Chapter 11 High-level genomic functions

In this chapter, several high-level functions which create tracks are introduced.

11.1 Ideograms

circos.initializeWithIdeogram() initializes the circular plot and adds ideogram track if the cytoband data is available. Actually, the ideograms are drawn by circos.genomicIdeogram(). circos.genomicIdeogram() creates a small track of ideograms and can be used anywhere in the circle. By default it adds ideograms for human genome hg19 (Figure 11.1).

circos.initializeWithIdeogram(plotType = c("labels", "axis"))
circos.track(ylim = c(0, 1))
circos.genomicIdeogram() # put ideogram as the third track
circos.genomicIdeogram(track.height = 0.2)
Circular ideograms.

Figure 11.1: Circular ideograms.

11.2 Heatmaps

Matrix which corresponds to genomic regions can be visualized as heatmaps. Heatmaps completely fill the track and there are connection lines connecting heatmaps and original positions in the genome. circos.genomicHeamtap() draws connection lines and heatmaps as two tracks and combines them as an integrated track.

Generally, all numeric columns (excluding the first three columns) in the input data frame are used to make the heatmap. Columns can also be specified by numeric.column which is either an numeric vector or a character vector. Colors can be specfied as a color matrix or a color mapping function generated by colorRamp2().

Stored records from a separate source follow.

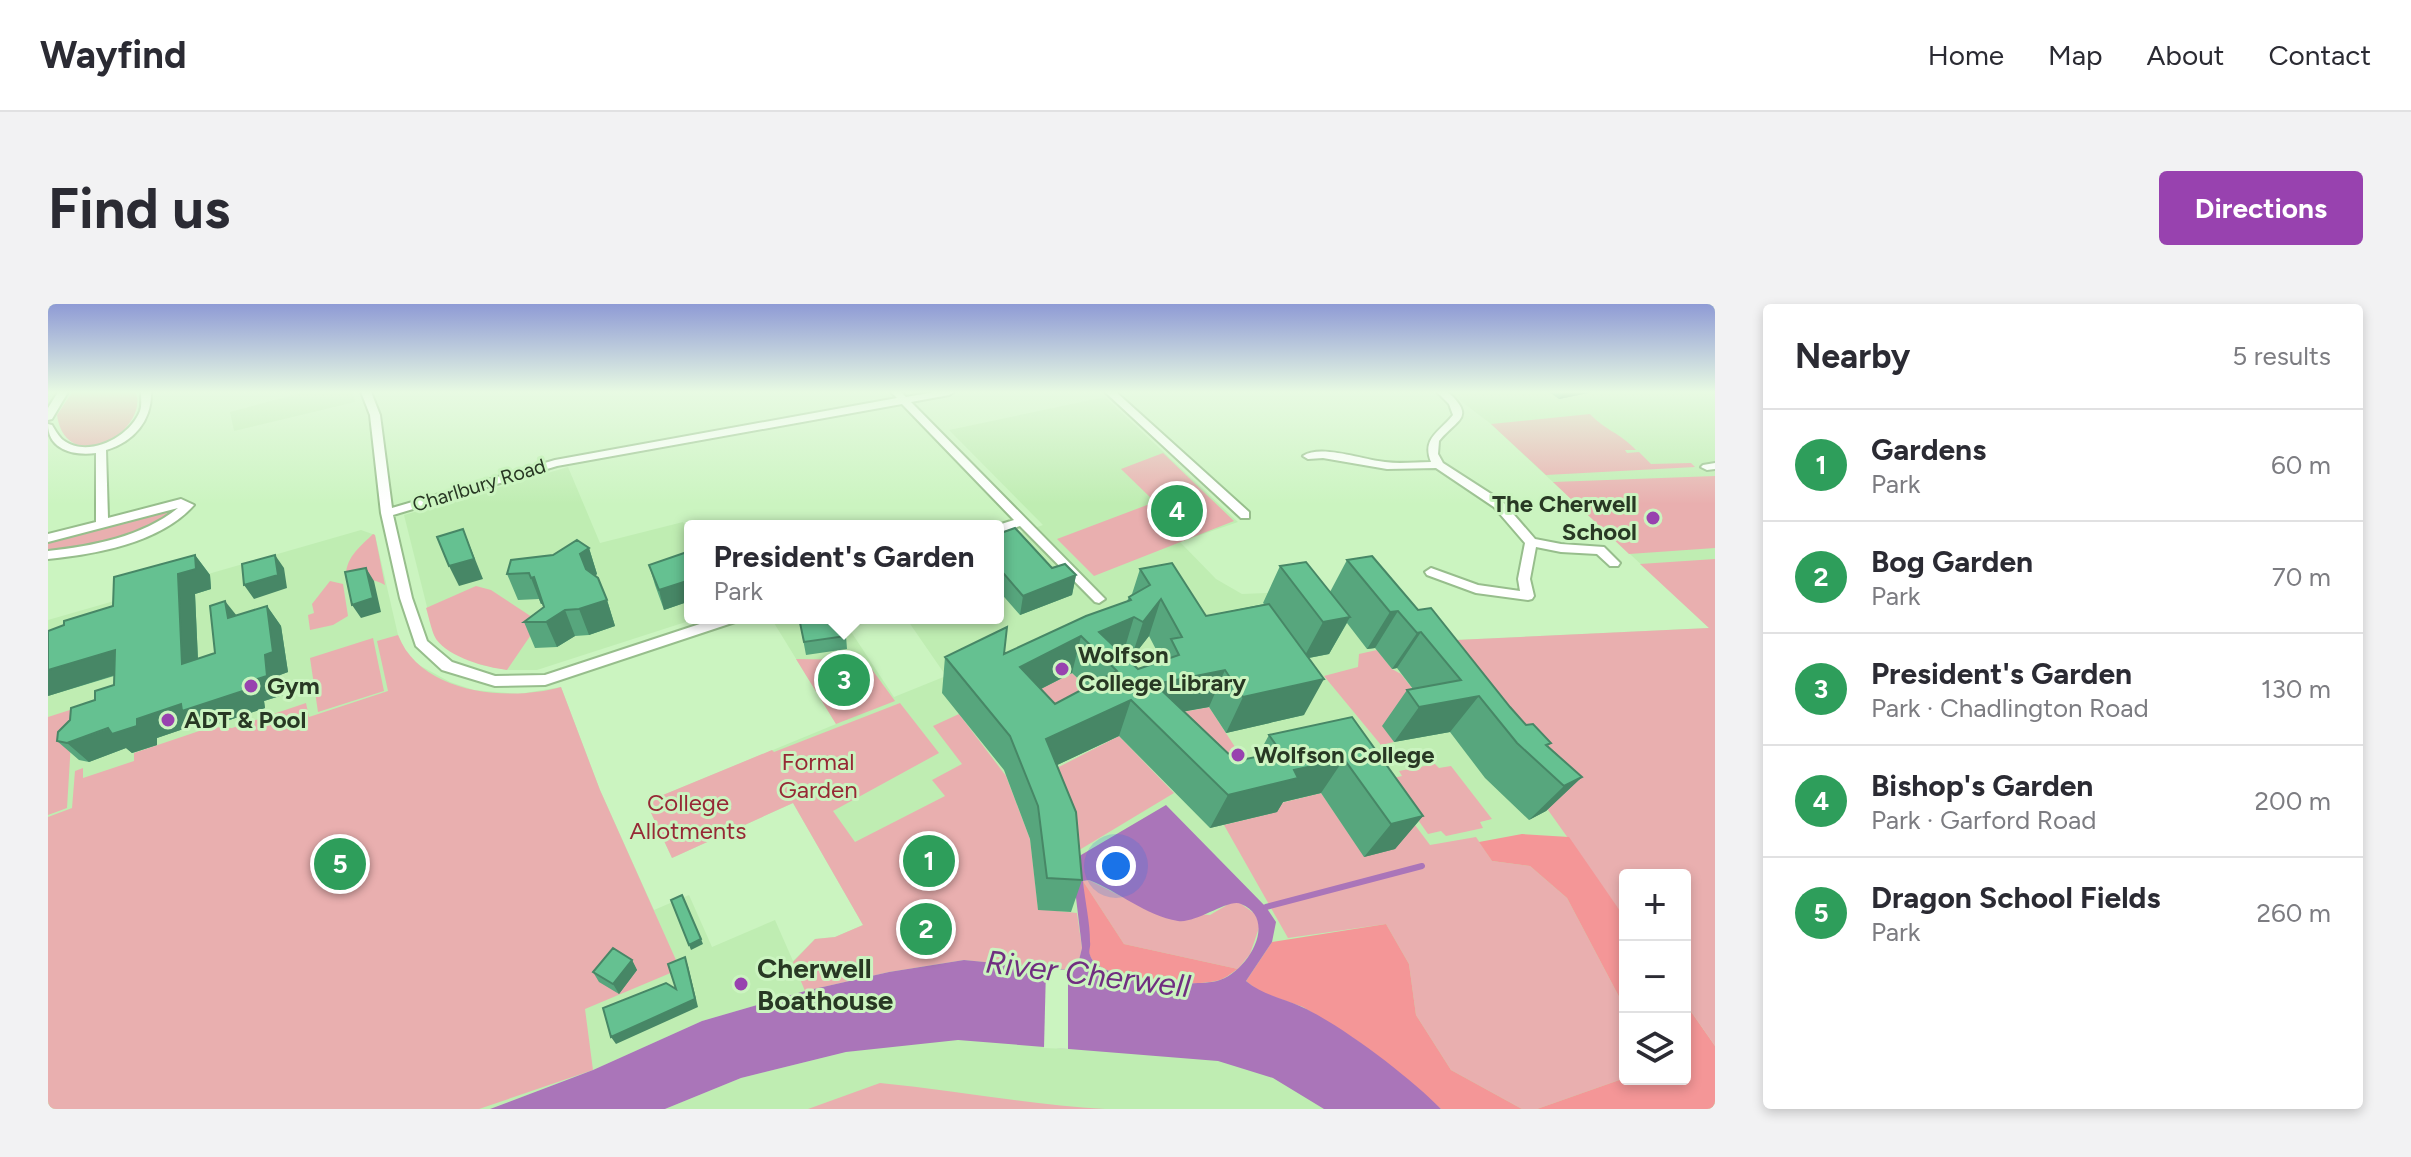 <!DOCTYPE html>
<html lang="en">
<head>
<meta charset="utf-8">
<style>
  :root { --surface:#fff; --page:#f2f2f3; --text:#2b2b33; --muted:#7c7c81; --line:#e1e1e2; --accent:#9842af }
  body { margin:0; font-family:Figtree,sans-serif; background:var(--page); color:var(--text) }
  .controls { position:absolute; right:24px; bottom:24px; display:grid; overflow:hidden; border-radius:8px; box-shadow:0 4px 12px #0003 }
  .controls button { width:72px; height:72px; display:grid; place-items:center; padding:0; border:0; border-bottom:2px solid var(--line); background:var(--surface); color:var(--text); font:40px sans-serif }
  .you { position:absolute; left:1068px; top:562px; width:28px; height:28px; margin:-20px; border:6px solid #fff; border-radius:50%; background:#1a73e8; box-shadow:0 0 0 12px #1a73e833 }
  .badge { display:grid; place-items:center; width:52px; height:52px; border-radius:50%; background:var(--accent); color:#fff; font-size:26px; font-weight:700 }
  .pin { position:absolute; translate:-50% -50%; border:4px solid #fff; box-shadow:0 2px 8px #0006 }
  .popup { position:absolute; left:636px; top:216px; width:320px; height:104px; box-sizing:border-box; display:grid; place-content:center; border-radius:8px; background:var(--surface); filter:drop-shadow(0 2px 6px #0005); font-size:26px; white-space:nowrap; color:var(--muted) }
  .popup b { font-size:30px; color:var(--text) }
  .popup::after { content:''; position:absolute; left:50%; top:100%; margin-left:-16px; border:16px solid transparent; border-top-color:var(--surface) }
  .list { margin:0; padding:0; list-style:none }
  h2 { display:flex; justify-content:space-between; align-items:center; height:104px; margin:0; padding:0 32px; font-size:34px }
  h2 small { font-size:26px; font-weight:400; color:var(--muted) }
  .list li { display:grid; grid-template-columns:52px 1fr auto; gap:24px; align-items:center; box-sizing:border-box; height:112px; padding:0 32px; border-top:2px solid var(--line) }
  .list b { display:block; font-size:30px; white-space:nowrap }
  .list p { margin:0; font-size:26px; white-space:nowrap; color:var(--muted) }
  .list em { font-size:26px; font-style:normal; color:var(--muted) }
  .icon { flex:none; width:44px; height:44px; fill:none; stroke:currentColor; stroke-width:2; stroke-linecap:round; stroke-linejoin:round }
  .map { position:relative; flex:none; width:1667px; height:805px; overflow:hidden; border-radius:8px }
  header { display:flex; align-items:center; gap:48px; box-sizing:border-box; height:112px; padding:0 40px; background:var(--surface); border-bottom:2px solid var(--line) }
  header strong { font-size:38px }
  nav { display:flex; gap:44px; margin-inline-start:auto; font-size:28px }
  .intro { display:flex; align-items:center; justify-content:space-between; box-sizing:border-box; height:192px; padding:0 48px }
  h1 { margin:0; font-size:56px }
  .button { padding:20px 36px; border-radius:8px; background:var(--accent); color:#fff; font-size:28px; font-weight:700 }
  main { display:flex; gap:48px; padding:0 48px }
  aside { flex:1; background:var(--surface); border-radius:8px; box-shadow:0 4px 12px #0003 }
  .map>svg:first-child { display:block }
</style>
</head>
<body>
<header>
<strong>Wayfind</strong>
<nav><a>Home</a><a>Map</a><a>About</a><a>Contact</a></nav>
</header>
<div class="intro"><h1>Find us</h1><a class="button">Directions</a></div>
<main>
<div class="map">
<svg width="1667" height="805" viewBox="0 0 1667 805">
  <rect width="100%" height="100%" fill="#cbf4c0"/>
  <path fill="#bfedb2" d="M257,88H305L307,98L186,127L182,108Z
    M1401,88H1667V532L1521,534L1577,614V775H1637V699L1667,742V805H617L693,774L798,748L860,740L841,668L757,687L654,717L545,766L442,805H0V316L313,226L327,231L350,331L359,350L371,361L402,378L426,386L471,390L513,383L552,486L606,606L641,591L664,643L727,616L745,657L767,635L787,633L815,621L745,499L624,554L598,498L788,420L723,314H794L846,393L898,372L858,314H950V237L995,221L901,126L1057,93L1190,218L1132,238L1168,275L1194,290L1292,286L1365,338L1661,324L1443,120Z
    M520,163L552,239L635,218L642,232V314H650L489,366H459L433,361L400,345L386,331L356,211Z"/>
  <path fill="#e9afaf" d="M24,88H88C101,129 18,174 9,111Z
    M1542,110C1558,127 1571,128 1588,146H1577L1579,149L1591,148L1603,160L1643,159L1647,163L1498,171L1443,120Z
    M1115,149L1186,217L1046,272L1009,235L1107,198L1073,165Z
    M1667,172V244L1581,250L1505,178Z
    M126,202L130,205C88,232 48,241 0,248V237Z
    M325,230L327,231L337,281C325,274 312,275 298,270C299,252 313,242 325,230Z
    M1667,255V742L1637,699V571H1577V614L1500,506L1365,338L1661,324L1592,260Z
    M282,277L295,280L300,312L285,321L262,326L260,311L266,309L264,300Z
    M428,282L443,286L487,315L489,322L459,366C437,363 402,354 388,335C383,326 381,313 378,304Z
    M350,331C373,390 460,398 513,383L552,486L632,665L537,705L545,766L431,805H0V513L24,504L27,467L35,464V474L86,457V449L163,423L184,424L258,399L261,413L340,387L329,337Z
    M325,334L336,387L270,408L262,354Z
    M1329,346L1344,365L1353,370L1386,412L1335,422L1346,438L1333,441L1276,372L1310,363L1311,350Z
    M748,355L817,356L847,397L788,420Z
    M1024,369L1058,403L965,399Z
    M852,399L891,449L785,507L807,538L897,492L884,476L914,460L885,422L911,410L958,472L982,535L990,605L1029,609L1034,644L1030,660L1020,666L916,656L841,668L757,687L745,658L767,635L787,633L815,621L745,499L624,554L598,498L724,446L726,448Z
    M1161,403L1213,483L1094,416Z
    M25,405L19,504L0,511V413Z
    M1071,432L1126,489L1023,551L1005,466Z
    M1387,460L1391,464L1403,462L1444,515L1432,518L1435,524L1398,532L1393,527L1380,530L1341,475L1354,472L1351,467Z
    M1334,477L1382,541L1428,533L1444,557L1482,562L1519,594L1577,704V774L1489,805H1474L1403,766L1368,711L1361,660L1338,620L1240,634L1176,521L1228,508L1225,501L1273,489L1316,552Z
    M1041,576L1102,607L1162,611L1184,598L1192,599L1207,610L1212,621L1202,650L1190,665L1076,640L1035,577Z
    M832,779C907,786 982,801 1057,805H760Z"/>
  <path fill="#f49697" d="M1474,530L1521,533L1577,614V704L1519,594L1482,562L1444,557L1431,538Z
    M1035,577L1076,640L1190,665C1183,669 1176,676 1168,677C1143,683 1054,678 1042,652C1039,645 1036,590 1035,577Z
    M1338,620L1361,660L1368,711L1403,766L1474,805H1393L1311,738L1255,703L1212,688L1198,677L1224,638Z
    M1637,699L1667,742V805H1489L1577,774L1637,775Z"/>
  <path fill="#aa75b9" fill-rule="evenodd" d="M1118,501L1218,603L1228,618L1224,638L1198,677C1215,691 1234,694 1254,703C1293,721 1362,773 1393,805H1276L1225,774L1170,757L910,736L798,748L693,774L617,805H442L545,766L654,717L757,687L841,668L916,656L1020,666L1030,660L1034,644L1024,560L1033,551ZM1041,576C1070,587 1098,612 1130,617C1148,620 1181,594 1193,600C1232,616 1198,670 1169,677C1145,683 1050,678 1042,651C1040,647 1043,643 1042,638C1042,618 1037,598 1035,577Z"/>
  <path fill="#cbf4c0" d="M998,665L1020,666V745L996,744Z"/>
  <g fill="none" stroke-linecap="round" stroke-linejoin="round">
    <path stroke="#aa75b9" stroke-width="6" d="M1218,603L1374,562"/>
    <defs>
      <path id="street" d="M10,88H20L4,115L0,116V104Z
        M93,88H103C104,116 86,138 58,146L60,214L133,195L146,201C112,239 49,250 0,255V247C45,242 94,233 130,204L0,238V230L48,218V149C26,152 0,146 0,120L4,121C7,126 11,133 15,136C40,155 82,133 92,107C94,101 93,95 93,88Z
        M313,88H323L332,111L344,204L507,156L849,94L843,88H853L858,93L886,88H906L901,91L863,98L1057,295L1051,299L1047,298L972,222L950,229V222H947L966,216L854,100L509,162L345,211L364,294L379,337L404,358L447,372L497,371L670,314H691L690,317L497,381L447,382L394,366L368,342L352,294L333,209L322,111Z
        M1057,88H1068L1201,208V214H1193Z
        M1389,88H1400C1428,114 1409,115 1391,137L1390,150L1395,159L1454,197L1487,235L1513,240L1556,243L1572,259L1570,262H1562L1549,250L1513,248L1488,243L1482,275L1486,292L1484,295L1480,296L1428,289L1379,271L1377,268L1383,264L1430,281L1472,287L1470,275L1477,239L1446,203L1388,164L1339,165L1275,154L1260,155L1255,152C1273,140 1315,156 1337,158C1352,160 1368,158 1383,158C1373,134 1393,127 1405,111L1401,100Z
        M1667,159V165L1659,166L1653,163L1655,161Z"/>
    </defs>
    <use href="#street" stroke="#97be8c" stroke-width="4"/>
    <use href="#street" fill="#fff" fill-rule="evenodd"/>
  </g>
  <path fill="#57a67d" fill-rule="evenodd" d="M1501,88H1545L1511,95Z
    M950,230L1004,264L1028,271L1024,291L972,311L950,286Z
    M541,244L549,270L547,272L559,296L567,322L541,331L527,332L509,343L487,344L476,318L496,303L495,300H493L491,295L470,296L459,270L505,251Z
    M642,247V297L616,306L607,281L601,261Z
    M147,251L162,271L163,285L147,290L150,355L167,349L189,311L219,302L233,322L240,368L232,371L235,391L216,397L217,404L152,426L147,421L109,434V441L84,449L78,444L41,458L31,456L9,437L47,396L66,381V372L0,392L65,302Z
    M1299,256L1370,306L1478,421L1503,439L1500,442L1534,473L1498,507L1481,516L1437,474L1402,428L1346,438L1334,422L1359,386L1365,385L1349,364L1344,365L1327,344L1319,345L1299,319L1281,350L1261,354L1256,411L1178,429L1161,403L1136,407L1188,457L1209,453L1221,431L1304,413L1375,512L1347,545L1316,553L1273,489L1235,498L1229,508L1162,524L1071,432L1009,461L1034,576L1023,608L990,606L982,535L956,466L894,389L897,353L956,350L1079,297L1081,293L1084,290L1092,265L1158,312L1216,300L1215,299L1232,262L1282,288ZM1101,332L1114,357L1090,365L1075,351L1083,355ZM1024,369L1039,383L1007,400L993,385Z
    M751,314L798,332L799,345L758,351Z
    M584,656L589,666L571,690L551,678L545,668Z"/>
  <path fill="#478766" d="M1516,88H1545L1511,95Z
    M415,225L435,275L411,282L401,262Z
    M541,244L549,270L541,276L532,250Z
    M147,251L162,271L163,285L147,290L151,380L134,360L130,270Z
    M227,251L236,264L239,284L206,295L196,281Z
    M318,264L326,277L333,308L313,314L304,301Z
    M1028,271L1024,291L972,311L975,292Z
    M486,273L496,299L493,300L483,274Z
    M642,276V297L616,306L611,286Z
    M1113,295L1101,332L1083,355L1095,318Z
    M559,296L567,322L541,331L531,305Z
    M177,297L193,317L180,314Z
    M219,302L233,322L240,368L232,371L235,391L216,397L217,404L152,426L147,421L109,434V441L84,449L78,444L41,458L19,439L89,415L217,351Z
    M517,306L527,332L509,343L498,318Z
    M1350,307L1327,344L1319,345L1342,308Z
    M1086,313L1075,350L1051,328Z
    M1302,313L1281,350L1255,355L1275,318Z
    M1373,328L1349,364L1344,365L1369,329Z
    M1033,332L1024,369L965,399L972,363Z
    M67,346L86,365L0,392V366Z
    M1177,366L1161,403L1101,414L1107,380Z
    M1276,375L1256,411L1178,429L1195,393Z
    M1431,392L1402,428L1346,438L1371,403Z
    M1083,396L1071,432L990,470L998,435Z
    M1296,455L1273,489L1235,498L1229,508L1162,524L1180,491L1246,466Z
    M1534,473L1498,507L1481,516L1516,482Z
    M1375,512L1347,545L1316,553L1343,520Z
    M653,635L655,640L643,646L641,641Z
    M637,653L640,662L650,703L568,740L563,733L647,695Z
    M584,656L589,666L571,690L565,680Z"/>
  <path fill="#65c191" stroke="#478766" stroke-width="2" fill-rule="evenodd" d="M967,224L1004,264L1017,260L1028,271L975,292L950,263V230Z
    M415,225L426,255L401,262L389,233Z
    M529,236L541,244L532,250L538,265L550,274L559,296L531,305L517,306L498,318H476L496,303L486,273L483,274L481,269L459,270L463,256L505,251Z
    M642,247V276L611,286L601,261Z
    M147,251L148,265L130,270L134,360L167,349L162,302L177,297L180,314L219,302L225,348L217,351L219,372L200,378L201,385L134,407L133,400L89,415V422L64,430L60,424L19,439L9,437L10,428L22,416L23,404L47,396V387L66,381L67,346L0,366V327L16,321V317L65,302L66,273Z
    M227,251L230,271L196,281L194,260Z
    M1324,252L1370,306L1383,304L1462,403L1478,421L1485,420L1503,439L1498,441L1534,473L1516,482L1469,439L1431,392L1371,403L1359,386L1413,376L1373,328L1369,329L1350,307L1342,308L1299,256Z
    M1258,258L1302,313L1275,318L1232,262Z
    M1124,259L1158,312L1221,300L1276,375L1195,393L1177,366L1107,380L1188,457L1233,448L1221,431L1304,413L1375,512L1343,520L1296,455L1246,466L1250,474L1180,491L1083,396L998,435L1028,508L1034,576L999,574L990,502L962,432L897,353L959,323L956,350L1038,312L1083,296L1081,293L1102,281L1092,265ZM1113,295L1134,333L1123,335L1131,351L1090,365L1051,328L1086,313L1095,318ZM1033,332L1069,367L1007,400L972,363Z
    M318,264L325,294L304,301L297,268Z
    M751,314H791L798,332L756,338Z
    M634,591L653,635L641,641L623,596Z
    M565,644L584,656L565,680L545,668Z
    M637,653L647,695L563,733L555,704L618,679L628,685L620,660Z"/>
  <linearGradient id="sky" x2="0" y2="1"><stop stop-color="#8f9bd5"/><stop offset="0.44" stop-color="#e8fae3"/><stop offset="1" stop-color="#e8fae3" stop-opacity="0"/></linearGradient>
  <rect width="1667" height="200" fill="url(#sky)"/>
  <g fill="#9842af" stroke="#cbf4c0" stroke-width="3">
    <circle cx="1605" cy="214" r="8"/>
    <circle cx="1014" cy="365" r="8"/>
    <circle cx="203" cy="382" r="8"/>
    <circle cx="120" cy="416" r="8"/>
    <circle cx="1190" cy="451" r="8"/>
    <circle cx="693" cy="680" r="8"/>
  </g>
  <g text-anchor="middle" stroke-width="6" stroke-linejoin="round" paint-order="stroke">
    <g font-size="20" fill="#283824" stroke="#cbf4c0">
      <text transform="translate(431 181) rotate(-17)" y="7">Charlbury Road</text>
    </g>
    <g font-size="24" font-weight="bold" fill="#283824" stroke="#cbf4c0" text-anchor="start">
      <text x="1589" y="208" text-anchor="end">The Cherwell<tspan x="1589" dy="28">School</tspan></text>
      <text x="1030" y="359">Wolfson<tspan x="1030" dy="28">College Library</tspan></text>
      <text x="219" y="390">Gym</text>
      <text x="136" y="424">ADT &amp; Pool</text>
      <text x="1206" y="459">Wolfson College</text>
    </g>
    <g font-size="24" fill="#962935" stroke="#cbf4c0">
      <text x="770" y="466">Formal<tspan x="770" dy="28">Garden</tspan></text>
      <text x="640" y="507">College<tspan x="640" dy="28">Allotments</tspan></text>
    </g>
    <g font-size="28" font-weight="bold" fill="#283824" stroke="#cbf4c0" text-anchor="start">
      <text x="709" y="674">Cherwell<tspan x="709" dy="32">Boathouse</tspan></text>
    </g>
    <g font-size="32" font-style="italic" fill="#702e80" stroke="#cbf4c0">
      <text transform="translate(1040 670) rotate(7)" y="11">River Cherwell</text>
    </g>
  </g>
</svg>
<div class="controls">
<button>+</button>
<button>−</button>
<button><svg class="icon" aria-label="layers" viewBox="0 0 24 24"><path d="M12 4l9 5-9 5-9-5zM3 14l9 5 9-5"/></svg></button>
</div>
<div class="you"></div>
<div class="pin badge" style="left:881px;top:557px;background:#2e9e5b">1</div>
<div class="pin badge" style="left:878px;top:625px;background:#2e9e5b">2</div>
<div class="pin badge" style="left:796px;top:376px;background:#2e9e5b">3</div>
<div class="popup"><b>President's Garden</b>Park</div>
<div class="pin badge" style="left:1129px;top:207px;background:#2e9e5b">4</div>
<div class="pin badge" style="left:292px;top:560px;background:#2e9e5b">5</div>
</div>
<aside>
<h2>Nearby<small>5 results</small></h2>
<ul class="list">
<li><span class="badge" style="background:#2e9e5b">1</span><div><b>Gardens</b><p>Park</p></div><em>60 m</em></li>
<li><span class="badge" style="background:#2e9e5b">2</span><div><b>Bog Garden</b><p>Park</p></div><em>70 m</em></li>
<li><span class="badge" style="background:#2e9e5b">3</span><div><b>President's Garden</b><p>Park · Chadlington Road</p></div><em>130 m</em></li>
<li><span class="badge" style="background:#2e9e5b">4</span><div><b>Bishop's Garden</b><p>Park · Garford Road</p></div><em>200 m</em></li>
<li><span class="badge" style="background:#2e9e5b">5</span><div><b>Dragon School Fields</b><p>Park</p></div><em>260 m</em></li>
</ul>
</aside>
</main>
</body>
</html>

The height of the connection line track and the heatmap track can be set by connection_height and heatmap_height arguments. Also parameters for the styles of lines and rectangle borders can be adjusted, please check the help page of circos.genomicHeatmap().

circos.initializeWithIdeogram()
bed = generateRandomBed(nr = 100, nc = 4)
col_fun = colorRamp2(c(-1, 0, 1), c("green", "black", "red"))
circos.genomicHeatmap(bed, col = col_fun, side = "inside", border = "white")
circos.clear()

In the left figure in Figure 11.2, the heatmaps are put inside the normal genomic track. Heatmaps are also be put outside the normal genomic track by setting side = "outside" (Figure 11.2, right).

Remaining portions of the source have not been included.